I bought Nine Princes in Amber. Loved it. Read The Guns of Avalon again, in the old weird cover that used the words 'another swashbuckling fantasy voyage to the kingdom of Amber' instead of coming right out and saying it was a sequel. I felt dumb. But happy.

So my introduction to Zelazny was as a magical force that blew in from nowhere, didn't quite synch up to my very-sheltered youth, and gradually became a beloved companion.

May the lords of gossamer and shadow continue the work.

Monday, May 13, 2013

Five 13th Age Progressions


1. The cover above is our first rough draft. Aaron and Lee still have lots of work they plan to do on it. That's a wind-and-lightning powered druid fighting a dragon who has yet to be revealed. It gives us game designers something to strive towards.

2. Lee calls the piece Over Drakkenhall. I love the name, partly because it reminds me of the WWI airplane battles that were my entry into gaming playing Fight in the Skies/Dawn Patrol. I guess I can confess that my slang for the cover-dragon is 'the Bloody Red Golden,'but don't worry, the story behind this has everything to do with Lee's/Aaron's art mixed with the sorcery of the Blue and nothing further to do with WWI ace jokes.

3. On other 13 True Ways work, Lee and Aaron continue to roll through the art, Robin Laws has turned over great work on devils, Drakkenhall, and Axis, and Jonathan is carving his own twisty multi-icon passages through the ruins of Drakkenhall.

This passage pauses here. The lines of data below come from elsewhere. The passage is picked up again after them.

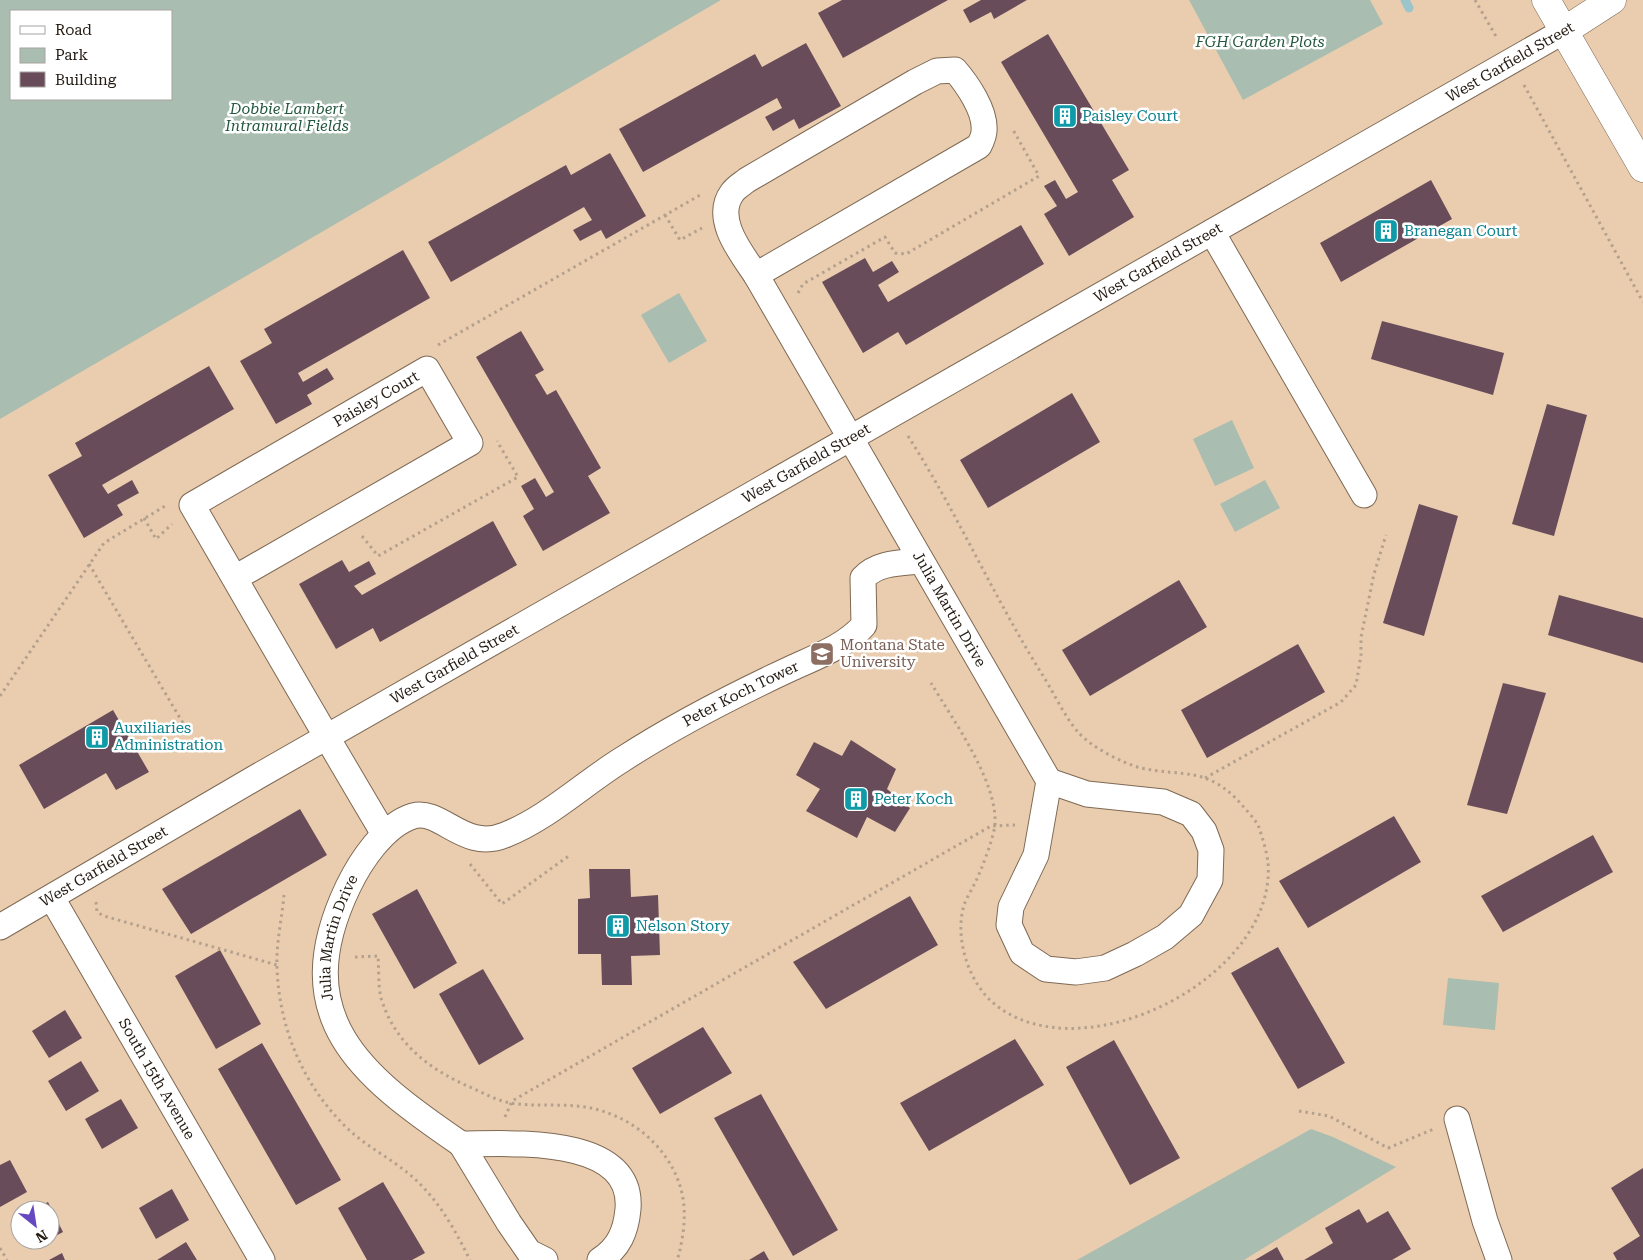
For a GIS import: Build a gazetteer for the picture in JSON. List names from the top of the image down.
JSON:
{
  "streets": {
    "main road": ["West Garfield Street"],
    "street": [
      "Paisley Court",
      "Julia Martin Drive",
      "Peter Koch Tower",
      "South 15th Avenue"
    ]
  },
  "crossings": [
    ["West Garfield Street", "Julia Martin Drive"],
    ["West Garfield Street", "South 15th Avenue"],
    ["Julia Martin Drive", "Peter Koch Tower"]
  ],
  "parks": ["FGH Garden Plots", "Dobbie Lambert Intramural Fields"],
  "places": {
    "building": [
      "Paisley Court",
      "Branegan Court",
      "Auxiliaries Administration",
      "Peter Koch",
      "Nelson Story"
    ],
    "school or university": ["Montana State University"]
  },
  "legend": ["Road", "Park", "Building"],
  "north": "bottom right"
}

4. While Jonathan, Aaron, and Lee press forward on 13 True Ways, I'm using my designer-head for a few weeks to help with the 13th Age Bestiary that Ken Hite has organized for Pelgrane. It's mainly designed by people including ASH Law, Ken, Kevin Kulp, Rob Wieland, Ryven Cedrylle, and Steven Townshend, with editing by Cal Moore. There are innumerable dangerous and quirky touches that deserve to be touched on in later posts. For now I'm developing monsters, improving mechanics and suggesting ways that the monsters' stories can dare more in individual campaigns.

5. And in regard to the book you've all been waiting for.... Once upon a time my page count estimates suggested we wouldn't have room to print the last chapter of 13th Age, the mini-adventure called Blood & Lightning. We said we would put the adventure on line since we couldn't fit it into the book. Well the good news is that I was wrong and the adventure does fit into the book. Last week, with the 304 page layout finished except for page xx's, Simon and I decided to add the revised Blood & Lightning adventure back into the mix. We've got a 320 page book now with no need for an adventure download and it looks like the decision is only going to cost us three days. So we'll have more good news soon, I think.








Thursday, April 25, 2013

Murder pixies

David Kaehler was one of the winners of the Monster Art +13 contest for the 13 True Ways Kickstarter.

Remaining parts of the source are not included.